Stored items:
------------------------------------------------

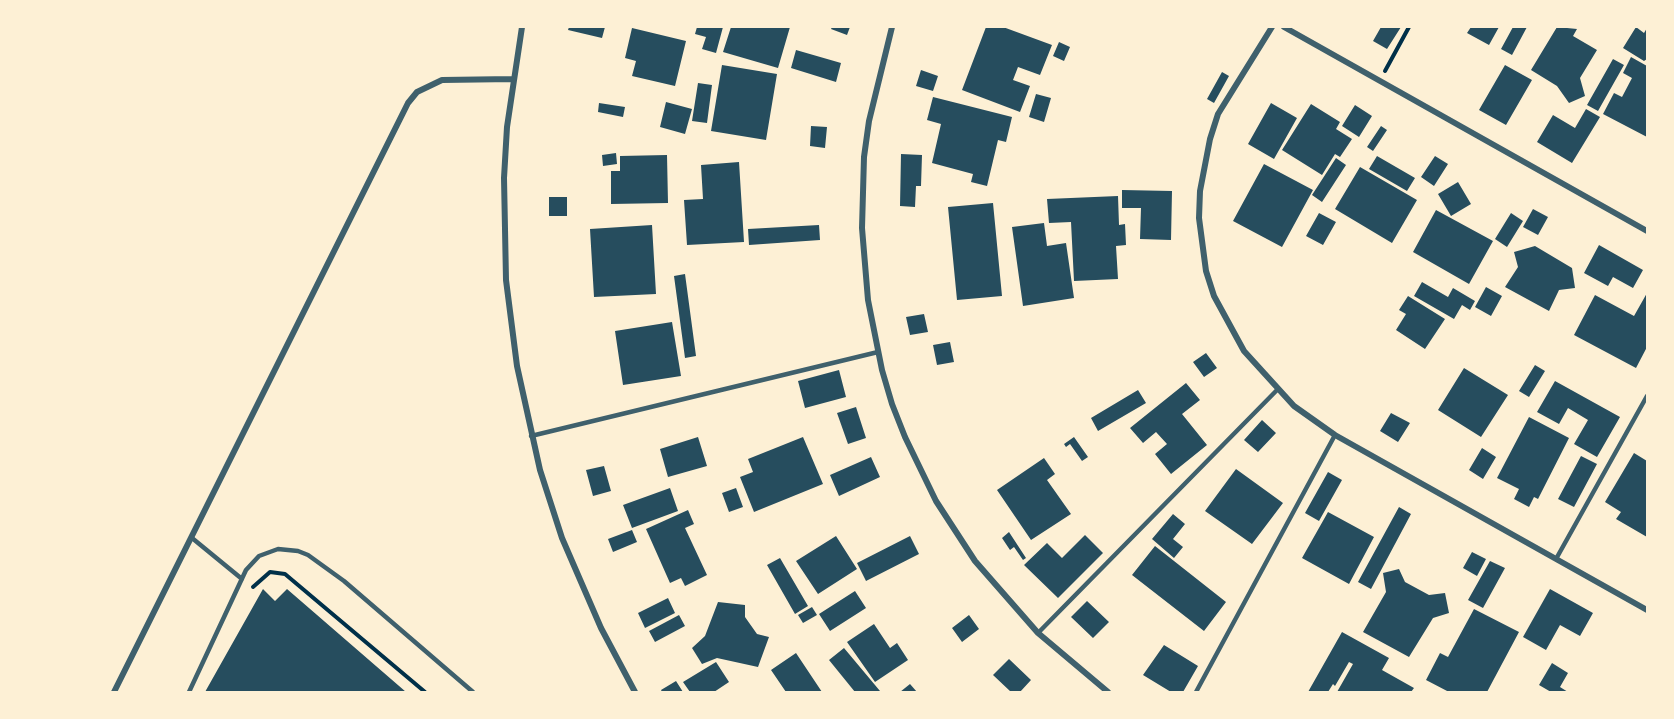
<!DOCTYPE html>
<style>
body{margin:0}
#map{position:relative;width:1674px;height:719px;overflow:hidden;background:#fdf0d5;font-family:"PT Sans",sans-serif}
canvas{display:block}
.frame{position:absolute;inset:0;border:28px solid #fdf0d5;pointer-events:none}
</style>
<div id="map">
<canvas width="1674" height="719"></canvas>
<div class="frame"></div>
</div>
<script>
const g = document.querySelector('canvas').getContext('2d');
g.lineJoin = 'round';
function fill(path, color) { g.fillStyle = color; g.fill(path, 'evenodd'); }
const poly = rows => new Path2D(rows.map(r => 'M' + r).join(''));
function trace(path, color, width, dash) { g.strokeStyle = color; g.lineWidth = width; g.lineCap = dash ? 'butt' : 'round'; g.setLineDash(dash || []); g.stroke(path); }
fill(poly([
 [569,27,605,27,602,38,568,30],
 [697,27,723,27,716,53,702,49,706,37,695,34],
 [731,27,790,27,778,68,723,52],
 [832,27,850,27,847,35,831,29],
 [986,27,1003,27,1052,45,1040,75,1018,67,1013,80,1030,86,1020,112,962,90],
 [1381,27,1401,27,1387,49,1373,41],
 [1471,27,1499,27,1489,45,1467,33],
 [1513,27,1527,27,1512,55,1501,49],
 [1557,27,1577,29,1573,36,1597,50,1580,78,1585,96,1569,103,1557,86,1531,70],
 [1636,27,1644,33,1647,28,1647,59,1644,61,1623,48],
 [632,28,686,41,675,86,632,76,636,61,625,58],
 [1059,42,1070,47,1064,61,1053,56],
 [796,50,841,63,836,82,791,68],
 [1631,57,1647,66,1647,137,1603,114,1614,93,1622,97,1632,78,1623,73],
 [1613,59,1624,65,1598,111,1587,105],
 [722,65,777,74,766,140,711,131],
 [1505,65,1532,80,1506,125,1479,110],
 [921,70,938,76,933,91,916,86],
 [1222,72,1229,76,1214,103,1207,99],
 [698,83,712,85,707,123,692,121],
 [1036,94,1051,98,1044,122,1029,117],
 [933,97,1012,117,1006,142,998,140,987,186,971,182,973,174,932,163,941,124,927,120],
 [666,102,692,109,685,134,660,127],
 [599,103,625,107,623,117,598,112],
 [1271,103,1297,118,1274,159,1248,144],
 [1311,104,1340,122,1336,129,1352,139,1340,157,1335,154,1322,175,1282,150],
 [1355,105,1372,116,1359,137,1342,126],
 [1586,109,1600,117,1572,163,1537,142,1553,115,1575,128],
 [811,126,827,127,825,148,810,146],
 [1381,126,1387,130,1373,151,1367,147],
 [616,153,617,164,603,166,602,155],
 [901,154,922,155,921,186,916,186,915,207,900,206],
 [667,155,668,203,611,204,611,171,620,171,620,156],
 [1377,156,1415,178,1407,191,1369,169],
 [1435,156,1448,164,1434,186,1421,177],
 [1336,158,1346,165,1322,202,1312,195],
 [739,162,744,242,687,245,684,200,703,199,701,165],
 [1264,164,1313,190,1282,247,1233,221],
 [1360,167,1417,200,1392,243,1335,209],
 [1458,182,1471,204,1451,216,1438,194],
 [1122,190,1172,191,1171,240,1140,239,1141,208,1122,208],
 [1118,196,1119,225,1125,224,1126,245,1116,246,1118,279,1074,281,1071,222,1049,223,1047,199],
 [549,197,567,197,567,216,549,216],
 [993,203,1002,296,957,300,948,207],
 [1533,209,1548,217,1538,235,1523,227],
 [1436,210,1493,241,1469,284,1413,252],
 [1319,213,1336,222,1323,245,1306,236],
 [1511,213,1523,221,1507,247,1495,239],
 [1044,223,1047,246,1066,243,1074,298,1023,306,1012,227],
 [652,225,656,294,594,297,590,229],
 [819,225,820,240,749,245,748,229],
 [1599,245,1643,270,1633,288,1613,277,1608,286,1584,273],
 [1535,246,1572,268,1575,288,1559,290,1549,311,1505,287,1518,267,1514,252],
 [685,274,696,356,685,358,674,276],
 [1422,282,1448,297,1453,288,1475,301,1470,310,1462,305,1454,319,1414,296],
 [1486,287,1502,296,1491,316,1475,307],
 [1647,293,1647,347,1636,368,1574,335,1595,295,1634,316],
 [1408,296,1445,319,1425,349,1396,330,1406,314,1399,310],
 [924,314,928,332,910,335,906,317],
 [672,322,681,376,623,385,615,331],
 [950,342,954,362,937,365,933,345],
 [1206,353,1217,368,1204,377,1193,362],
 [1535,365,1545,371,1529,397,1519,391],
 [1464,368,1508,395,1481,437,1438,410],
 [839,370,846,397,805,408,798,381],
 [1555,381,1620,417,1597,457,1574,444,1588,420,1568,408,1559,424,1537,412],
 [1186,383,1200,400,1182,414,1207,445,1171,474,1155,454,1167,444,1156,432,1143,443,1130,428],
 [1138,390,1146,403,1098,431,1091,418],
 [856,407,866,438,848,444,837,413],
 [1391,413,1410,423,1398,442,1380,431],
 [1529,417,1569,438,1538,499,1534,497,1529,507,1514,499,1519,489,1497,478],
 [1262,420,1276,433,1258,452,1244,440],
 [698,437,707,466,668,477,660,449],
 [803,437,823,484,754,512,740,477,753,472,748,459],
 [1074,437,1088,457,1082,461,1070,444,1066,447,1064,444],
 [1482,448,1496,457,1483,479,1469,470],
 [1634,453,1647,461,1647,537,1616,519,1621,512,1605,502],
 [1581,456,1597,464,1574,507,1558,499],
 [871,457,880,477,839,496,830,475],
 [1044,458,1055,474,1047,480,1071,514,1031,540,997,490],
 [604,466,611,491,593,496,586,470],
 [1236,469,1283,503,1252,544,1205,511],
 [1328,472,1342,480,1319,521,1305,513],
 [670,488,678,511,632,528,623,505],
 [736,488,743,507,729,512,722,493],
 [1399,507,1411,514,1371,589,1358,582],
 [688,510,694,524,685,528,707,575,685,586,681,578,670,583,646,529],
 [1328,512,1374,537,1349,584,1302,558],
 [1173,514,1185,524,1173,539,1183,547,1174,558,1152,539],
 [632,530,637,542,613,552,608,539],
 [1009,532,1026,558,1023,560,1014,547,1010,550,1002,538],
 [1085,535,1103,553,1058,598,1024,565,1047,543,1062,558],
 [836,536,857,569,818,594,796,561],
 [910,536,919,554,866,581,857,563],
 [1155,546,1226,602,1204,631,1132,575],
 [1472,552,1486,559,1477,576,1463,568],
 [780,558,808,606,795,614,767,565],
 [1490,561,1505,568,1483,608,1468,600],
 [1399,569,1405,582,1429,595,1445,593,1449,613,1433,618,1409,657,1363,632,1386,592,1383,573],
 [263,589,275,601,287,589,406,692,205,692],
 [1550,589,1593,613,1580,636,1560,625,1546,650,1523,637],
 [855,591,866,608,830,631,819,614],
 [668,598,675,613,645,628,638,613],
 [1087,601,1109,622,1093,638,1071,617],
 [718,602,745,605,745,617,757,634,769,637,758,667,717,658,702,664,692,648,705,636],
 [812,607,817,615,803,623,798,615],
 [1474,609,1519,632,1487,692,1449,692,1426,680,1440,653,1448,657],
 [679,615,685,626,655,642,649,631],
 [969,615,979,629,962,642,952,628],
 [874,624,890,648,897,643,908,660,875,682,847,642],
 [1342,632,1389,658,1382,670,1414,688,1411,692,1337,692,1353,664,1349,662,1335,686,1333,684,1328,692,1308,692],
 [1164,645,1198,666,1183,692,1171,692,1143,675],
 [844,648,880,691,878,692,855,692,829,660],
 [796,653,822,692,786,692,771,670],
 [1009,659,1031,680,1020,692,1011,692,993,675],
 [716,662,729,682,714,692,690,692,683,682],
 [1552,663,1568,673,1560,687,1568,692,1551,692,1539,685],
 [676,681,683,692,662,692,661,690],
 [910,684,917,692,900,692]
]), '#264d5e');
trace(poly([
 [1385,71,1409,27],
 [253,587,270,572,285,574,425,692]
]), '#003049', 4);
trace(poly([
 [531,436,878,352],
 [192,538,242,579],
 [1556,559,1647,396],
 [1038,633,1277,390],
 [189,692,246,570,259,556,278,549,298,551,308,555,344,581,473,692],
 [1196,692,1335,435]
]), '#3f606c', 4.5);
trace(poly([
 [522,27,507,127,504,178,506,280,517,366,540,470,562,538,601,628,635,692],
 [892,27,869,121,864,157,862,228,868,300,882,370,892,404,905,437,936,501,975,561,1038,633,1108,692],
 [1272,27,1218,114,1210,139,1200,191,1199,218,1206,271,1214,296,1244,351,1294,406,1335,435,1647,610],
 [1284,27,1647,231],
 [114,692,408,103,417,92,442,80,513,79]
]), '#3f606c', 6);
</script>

------------------------------------------------

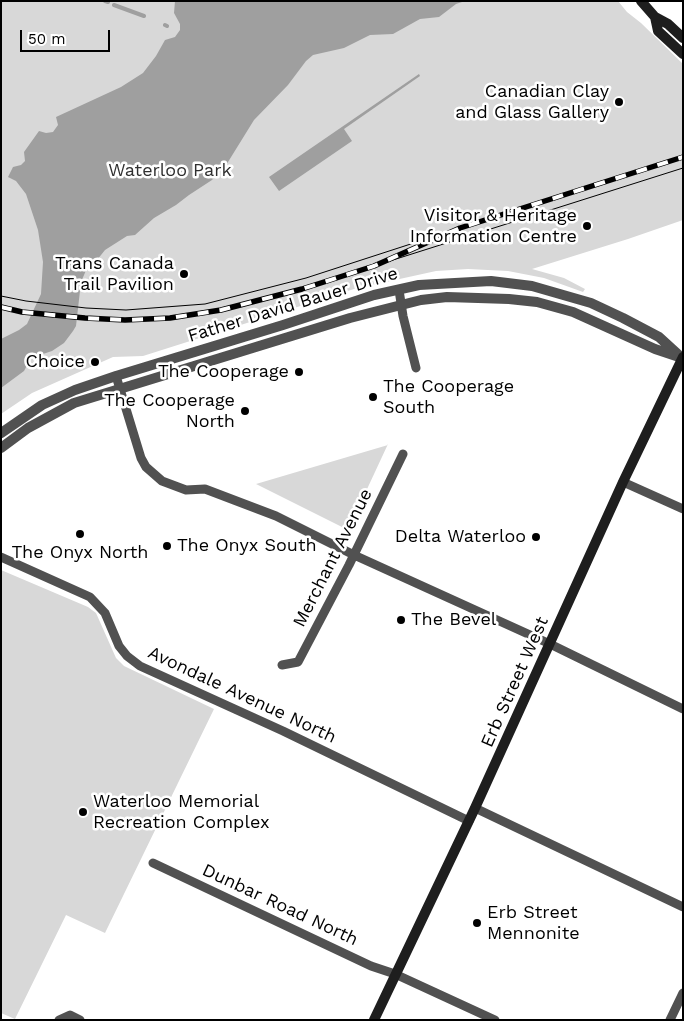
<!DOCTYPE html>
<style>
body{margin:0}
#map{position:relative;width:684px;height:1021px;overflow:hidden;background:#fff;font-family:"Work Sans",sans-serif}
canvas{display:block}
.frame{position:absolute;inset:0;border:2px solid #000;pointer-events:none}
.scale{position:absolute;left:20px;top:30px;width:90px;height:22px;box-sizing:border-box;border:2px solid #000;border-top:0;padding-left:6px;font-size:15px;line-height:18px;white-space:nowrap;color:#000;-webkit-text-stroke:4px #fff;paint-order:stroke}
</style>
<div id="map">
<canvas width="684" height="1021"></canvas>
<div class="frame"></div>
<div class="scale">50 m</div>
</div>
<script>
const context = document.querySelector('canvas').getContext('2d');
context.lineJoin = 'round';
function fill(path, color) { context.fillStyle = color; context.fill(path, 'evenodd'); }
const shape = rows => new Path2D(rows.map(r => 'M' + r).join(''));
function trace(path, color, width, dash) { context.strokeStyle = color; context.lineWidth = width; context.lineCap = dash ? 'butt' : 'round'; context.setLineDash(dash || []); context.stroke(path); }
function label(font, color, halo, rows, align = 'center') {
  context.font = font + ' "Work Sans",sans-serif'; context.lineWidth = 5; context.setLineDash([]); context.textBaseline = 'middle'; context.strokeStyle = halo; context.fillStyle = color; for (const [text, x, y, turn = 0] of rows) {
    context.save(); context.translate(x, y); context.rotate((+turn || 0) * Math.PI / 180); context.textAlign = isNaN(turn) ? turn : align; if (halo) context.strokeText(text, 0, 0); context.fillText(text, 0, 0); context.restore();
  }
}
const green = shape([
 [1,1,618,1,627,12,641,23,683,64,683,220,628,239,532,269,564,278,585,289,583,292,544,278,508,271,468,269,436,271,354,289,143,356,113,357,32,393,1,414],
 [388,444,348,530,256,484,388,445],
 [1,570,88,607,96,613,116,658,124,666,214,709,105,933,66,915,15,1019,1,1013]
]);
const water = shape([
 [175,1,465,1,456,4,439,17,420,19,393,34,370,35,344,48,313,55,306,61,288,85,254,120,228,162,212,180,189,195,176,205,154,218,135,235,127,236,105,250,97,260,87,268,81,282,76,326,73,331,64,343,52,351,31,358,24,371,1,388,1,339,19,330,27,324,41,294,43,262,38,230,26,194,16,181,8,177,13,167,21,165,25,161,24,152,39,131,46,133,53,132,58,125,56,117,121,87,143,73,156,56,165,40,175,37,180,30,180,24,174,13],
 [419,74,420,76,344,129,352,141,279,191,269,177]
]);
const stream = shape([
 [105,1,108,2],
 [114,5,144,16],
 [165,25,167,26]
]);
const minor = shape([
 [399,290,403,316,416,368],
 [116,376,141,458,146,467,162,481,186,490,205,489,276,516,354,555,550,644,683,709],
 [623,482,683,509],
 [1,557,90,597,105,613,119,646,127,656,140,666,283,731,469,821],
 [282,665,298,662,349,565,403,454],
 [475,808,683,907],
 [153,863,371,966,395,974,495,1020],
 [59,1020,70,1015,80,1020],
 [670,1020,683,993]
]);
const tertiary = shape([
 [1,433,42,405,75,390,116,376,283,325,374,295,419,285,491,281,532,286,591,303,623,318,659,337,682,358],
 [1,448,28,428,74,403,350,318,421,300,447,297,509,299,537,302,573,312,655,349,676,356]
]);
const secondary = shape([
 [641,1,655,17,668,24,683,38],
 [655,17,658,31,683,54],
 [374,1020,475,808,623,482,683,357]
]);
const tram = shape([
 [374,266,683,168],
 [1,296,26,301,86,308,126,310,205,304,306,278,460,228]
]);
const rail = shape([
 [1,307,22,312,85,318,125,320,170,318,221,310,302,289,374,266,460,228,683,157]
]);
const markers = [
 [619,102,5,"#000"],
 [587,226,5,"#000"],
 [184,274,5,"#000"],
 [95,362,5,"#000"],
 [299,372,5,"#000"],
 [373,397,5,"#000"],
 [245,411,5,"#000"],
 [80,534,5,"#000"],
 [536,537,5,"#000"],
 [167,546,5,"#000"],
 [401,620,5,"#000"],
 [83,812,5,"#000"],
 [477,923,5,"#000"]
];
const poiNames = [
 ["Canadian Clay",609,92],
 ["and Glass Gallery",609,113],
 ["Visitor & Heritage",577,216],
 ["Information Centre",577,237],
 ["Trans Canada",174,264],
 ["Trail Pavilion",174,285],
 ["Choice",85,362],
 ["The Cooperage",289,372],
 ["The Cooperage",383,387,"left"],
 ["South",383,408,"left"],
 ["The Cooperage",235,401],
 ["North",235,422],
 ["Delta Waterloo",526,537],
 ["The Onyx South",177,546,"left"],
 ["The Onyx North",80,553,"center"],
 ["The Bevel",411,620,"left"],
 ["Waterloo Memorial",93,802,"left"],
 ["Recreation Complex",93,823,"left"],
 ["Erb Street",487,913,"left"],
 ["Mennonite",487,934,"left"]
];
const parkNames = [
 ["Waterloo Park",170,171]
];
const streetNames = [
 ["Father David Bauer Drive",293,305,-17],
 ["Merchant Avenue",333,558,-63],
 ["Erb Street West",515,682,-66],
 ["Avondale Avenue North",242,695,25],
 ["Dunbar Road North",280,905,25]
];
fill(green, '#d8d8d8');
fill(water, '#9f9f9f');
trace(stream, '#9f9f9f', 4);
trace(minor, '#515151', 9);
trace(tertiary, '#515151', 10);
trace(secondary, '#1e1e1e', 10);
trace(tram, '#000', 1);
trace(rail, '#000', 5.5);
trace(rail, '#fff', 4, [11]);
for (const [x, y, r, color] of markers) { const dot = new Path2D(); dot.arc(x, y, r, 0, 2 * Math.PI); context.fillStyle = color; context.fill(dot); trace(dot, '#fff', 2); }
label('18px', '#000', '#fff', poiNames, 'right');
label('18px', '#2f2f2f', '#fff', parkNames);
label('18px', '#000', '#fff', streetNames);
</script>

------------------------------------------------

### Work instructions
Where the string "rows" occurs in the data, return the whole line.

### Answer below
const poly = rows => new Path2D(rows.map(r => 'M' + r).join(''));
const shape = rows => new Path2D(rows.map(r => 'M' + r).join(''));
function label(font, color, halo, rows, align = 'center') {
  context.font = font + ' "Work Sans",sans-serif'; context.lineWidth = 5; context.setLineDash([]); context.textBaseline = 'middle'; context.strokeStyle = halo; context.fillStyle = color; for (const [text, x, y, turn = 0] of rows) {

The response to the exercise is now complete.